• _What is expected_:
Please find the number of lines in the material below where the string "none" occurs, and give only that number.
━━━━━━━━
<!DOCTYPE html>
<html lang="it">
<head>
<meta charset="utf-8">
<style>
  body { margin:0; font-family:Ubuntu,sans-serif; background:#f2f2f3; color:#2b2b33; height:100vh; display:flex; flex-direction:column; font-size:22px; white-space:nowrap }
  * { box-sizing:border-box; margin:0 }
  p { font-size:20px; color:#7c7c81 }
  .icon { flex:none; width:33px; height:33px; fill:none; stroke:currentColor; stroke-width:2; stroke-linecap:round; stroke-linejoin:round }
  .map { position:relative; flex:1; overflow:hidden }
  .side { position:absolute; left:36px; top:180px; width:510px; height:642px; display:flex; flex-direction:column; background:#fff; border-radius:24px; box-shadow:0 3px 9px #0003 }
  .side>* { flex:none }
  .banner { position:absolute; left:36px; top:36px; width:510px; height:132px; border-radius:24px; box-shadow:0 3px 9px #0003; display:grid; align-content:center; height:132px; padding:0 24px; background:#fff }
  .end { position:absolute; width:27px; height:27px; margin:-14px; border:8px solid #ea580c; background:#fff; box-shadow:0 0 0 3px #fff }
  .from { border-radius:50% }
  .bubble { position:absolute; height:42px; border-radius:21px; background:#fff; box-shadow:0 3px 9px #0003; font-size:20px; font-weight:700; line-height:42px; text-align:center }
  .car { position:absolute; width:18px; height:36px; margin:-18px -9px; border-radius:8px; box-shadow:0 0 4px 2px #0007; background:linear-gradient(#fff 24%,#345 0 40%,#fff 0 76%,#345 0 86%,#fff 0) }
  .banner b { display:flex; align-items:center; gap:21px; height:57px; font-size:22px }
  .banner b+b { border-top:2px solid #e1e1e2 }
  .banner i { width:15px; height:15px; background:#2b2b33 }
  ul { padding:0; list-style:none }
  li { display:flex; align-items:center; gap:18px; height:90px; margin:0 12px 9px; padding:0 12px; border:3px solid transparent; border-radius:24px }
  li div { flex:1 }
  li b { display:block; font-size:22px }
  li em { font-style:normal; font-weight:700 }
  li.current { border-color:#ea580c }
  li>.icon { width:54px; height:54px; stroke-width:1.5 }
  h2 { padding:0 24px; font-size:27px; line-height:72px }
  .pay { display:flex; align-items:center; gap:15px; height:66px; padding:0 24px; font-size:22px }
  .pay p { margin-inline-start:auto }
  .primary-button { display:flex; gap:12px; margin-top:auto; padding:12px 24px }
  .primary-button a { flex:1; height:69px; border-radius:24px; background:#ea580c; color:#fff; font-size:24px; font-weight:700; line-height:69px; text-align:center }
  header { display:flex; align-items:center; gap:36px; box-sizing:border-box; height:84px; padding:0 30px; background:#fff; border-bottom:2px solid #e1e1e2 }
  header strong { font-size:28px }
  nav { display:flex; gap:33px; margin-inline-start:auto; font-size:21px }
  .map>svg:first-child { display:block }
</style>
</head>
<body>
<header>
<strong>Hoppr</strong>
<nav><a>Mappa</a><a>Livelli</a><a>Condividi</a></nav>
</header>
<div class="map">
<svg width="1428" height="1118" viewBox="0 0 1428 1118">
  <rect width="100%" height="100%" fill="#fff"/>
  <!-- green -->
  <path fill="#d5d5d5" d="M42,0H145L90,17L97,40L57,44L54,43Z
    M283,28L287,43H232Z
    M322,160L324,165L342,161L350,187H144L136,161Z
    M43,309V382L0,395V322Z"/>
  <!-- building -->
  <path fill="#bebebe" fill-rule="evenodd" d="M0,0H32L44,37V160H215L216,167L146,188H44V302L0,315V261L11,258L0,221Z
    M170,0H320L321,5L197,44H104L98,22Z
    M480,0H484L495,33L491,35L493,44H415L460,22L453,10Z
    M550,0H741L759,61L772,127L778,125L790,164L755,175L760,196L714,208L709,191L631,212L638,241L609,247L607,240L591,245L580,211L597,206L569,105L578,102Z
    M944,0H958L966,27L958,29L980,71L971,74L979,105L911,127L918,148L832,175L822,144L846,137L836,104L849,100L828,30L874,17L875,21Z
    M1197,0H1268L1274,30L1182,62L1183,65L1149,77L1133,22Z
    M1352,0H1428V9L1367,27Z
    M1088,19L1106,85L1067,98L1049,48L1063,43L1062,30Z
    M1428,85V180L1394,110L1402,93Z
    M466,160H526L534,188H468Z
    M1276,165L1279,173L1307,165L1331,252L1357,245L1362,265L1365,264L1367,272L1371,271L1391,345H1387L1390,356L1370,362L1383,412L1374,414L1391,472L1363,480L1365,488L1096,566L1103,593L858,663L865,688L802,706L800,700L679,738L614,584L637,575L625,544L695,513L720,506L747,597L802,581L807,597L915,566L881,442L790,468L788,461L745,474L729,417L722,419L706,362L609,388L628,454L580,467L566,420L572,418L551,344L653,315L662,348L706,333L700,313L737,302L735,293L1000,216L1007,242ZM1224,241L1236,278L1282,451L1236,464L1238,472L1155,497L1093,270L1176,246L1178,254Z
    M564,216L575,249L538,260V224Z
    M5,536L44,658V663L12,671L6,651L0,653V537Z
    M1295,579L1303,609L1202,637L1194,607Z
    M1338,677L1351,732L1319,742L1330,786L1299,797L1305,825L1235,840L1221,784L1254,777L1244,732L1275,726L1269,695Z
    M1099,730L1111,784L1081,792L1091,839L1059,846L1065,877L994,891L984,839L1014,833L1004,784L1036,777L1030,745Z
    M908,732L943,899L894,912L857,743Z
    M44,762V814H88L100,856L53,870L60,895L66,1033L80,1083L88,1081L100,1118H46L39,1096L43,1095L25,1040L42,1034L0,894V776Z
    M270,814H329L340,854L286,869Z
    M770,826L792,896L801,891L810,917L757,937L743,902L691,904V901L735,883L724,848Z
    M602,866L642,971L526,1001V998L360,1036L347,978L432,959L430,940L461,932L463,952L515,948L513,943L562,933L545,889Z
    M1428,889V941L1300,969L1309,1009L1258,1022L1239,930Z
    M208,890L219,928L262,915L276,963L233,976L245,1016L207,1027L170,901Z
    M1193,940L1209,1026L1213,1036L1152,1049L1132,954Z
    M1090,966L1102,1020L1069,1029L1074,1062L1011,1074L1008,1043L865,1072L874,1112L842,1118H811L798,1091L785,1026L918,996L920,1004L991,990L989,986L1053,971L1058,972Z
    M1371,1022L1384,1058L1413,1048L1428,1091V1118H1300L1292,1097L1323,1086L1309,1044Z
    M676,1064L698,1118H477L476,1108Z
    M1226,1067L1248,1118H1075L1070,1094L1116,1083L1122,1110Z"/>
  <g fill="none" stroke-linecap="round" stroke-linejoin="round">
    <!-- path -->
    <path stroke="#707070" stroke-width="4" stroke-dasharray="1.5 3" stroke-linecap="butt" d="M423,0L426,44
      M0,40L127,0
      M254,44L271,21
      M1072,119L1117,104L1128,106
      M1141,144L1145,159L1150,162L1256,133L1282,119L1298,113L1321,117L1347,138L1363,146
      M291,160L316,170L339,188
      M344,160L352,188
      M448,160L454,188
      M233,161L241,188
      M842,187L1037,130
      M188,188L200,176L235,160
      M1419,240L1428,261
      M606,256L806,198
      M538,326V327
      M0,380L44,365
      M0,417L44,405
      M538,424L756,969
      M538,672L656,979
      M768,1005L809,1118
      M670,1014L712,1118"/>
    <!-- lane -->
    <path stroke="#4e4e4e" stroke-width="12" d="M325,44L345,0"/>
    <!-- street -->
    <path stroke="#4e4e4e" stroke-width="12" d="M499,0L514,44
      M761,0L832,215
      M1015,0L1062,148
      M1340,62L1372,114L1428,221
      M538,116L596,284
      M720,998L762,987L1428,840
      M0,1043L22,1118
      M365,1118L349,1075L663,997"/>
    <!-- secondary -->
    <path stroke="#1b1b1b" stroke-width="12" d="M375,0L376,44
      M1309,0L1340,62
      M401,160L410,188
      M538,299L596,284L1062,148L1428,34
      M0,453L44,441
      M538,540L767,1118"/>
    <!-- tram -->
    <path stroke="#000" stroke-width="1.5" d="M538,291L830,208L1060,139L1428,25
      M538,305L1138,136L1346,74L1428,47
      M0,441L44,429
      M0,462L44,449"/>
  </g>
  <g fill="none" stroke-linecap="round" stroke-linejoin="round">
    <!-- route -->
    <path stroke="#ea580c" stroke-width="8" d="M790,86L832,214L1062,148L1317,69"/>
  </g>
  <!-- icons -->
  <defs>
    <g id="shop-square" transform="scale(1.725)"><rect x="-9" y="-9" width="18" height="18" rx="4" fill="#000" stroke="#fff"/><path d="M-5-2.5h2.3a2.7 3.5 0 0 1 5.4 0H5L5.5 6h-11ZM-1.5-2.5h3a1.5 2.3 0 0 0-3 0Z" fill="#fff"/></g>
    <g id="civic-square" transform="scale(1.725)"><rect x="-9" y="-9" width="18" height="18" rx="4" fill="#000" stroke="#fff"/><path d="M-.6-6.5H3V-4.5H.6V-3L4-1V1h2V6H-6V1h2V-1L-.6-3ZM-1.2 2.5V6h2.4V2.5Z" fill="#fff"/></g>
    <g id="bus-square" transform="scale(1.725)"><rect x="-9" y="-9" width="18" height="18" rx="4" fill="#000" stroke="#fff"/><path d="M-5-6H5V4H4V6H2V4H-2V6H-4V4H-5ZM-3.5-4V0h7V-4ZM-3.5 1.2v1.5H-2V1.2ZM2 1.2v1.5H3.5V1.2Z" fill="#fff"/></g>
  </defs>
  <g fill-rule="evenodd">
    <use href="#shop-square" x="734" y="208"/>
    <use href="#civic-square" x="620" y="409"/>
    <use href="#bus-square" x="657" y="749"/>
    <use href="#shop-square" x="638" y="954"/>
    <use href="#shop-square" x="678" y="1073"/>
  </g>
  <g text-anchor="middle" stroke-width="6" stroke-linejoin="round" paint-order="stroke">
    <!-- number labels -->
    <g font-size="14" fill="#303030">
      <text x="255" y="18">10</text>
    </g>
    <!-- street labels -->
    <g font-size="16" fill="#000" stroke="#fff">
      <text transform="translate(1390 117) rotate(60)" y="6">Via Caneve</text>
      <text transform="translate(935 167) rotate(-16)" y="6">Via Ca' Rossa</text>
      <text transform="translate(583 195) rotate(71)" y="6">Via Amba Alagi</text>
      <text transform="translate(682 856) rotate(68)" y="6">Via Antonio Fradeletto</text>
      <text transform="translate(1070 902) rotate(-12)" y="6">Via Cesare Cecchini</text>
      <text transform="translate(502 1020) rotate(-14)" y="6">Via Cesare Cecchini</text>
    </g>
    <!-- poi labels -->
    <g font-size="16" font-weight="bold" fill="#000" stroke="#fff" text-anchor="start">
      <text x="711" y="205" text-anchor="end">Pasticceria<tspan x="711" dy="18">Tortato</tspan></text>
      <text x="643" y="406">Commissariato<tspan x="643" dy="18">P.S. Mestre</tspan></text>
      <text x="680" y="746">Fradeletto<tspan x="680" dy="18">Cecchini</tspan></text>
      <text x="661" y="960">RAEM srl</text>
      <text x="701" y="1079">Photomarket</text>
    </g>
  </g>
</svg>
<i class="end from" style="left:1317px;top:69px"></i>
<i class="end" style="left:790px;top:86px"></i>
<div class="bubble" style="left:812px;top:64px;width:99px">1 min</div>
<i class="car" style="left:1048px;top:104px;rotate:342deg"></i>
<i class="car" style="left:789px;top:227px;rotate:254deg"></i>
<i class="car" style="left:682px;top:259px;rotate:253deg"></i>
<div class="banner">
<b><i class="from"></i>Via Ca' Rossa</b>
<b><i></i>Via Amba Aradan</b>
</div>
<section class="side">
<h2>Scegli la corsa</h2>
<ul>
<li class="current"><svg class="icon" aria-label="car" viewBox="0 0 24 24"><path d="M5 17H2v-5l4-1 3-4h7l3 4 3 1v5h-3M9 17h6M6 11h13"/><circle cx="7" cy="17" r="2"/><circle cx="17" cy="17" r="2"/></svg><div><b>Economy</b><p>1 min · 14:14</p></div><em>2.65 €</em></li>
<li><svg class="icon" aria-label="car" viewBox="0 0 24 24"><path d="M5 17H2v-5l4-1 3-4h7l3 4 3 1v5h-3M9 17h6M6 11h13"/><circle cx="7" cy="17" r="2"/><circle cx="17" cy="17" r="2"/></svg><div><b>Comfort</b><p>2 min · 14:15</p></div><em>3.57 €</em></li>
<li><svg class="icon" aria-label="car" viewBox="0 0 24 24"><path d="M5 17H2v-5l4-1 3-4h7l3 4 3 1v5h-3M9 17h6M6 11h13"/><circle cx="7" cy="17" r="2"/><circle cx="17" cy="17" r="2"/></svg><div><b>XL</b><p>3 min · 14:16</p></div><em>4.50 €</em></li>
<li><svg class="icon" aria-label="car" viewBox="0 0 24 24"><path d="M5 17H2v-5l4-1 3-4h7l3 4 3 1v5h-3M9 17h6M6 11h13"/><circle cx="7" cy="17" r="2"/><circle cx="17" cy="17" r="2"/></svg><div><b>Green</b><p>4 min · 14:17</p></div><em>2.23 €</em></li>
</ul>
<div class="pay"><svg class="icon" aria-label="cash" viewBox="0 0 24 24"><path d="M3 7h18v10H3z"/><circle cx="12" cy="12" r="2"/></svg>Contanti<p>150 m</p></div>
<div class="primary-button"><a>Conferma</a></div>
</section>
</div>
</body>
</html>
━━━━━━━━
• _Solved exercise_:
5